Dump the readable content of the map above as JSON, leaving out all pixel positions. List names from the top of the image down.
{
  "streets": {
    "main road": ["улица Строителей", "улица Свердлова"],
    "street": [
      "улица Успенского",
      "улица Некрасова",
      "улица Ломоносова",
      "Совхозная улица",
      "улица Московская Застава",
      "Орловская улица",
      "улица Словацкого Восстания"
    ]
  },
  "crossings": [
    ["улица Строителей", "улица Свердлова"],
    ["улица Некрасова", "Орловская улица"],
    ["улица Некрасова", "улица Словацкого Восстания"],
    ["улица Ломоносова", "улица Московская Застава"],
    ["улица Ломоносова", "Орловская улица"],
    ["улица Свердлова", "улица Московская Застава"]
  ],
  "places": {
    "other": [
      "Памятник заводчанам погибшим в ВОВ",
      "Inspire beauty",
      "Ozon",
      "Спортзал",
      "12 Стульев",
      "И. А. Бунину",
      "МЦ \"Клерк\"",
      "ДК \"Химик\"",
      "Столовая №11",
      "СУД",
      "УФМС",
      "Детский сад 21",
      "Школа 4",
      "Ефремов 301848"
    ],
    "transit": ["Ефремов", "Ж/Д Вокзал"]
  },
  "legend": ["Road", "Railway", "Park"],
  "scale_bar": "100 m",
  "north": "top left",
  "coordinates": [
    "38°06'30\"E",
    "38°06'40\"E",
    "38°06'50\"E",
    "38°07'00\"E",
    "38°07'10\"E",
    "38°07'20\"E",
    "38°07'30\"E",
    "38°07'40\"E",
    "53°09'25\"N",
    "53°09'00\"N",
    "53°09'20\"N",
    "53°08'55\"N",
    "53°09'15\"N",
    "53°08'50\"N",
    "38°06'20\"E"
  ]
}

========================================

● Exercise requirements: Among the lines above, find those with the word "Ломоносова". Copy them.

● Completed exercise:
      "улица Ломоносова",
    ["улица Ломоносова", "улица Московская Застава"],
    ["улица Ломоносова", "Орловская улица"],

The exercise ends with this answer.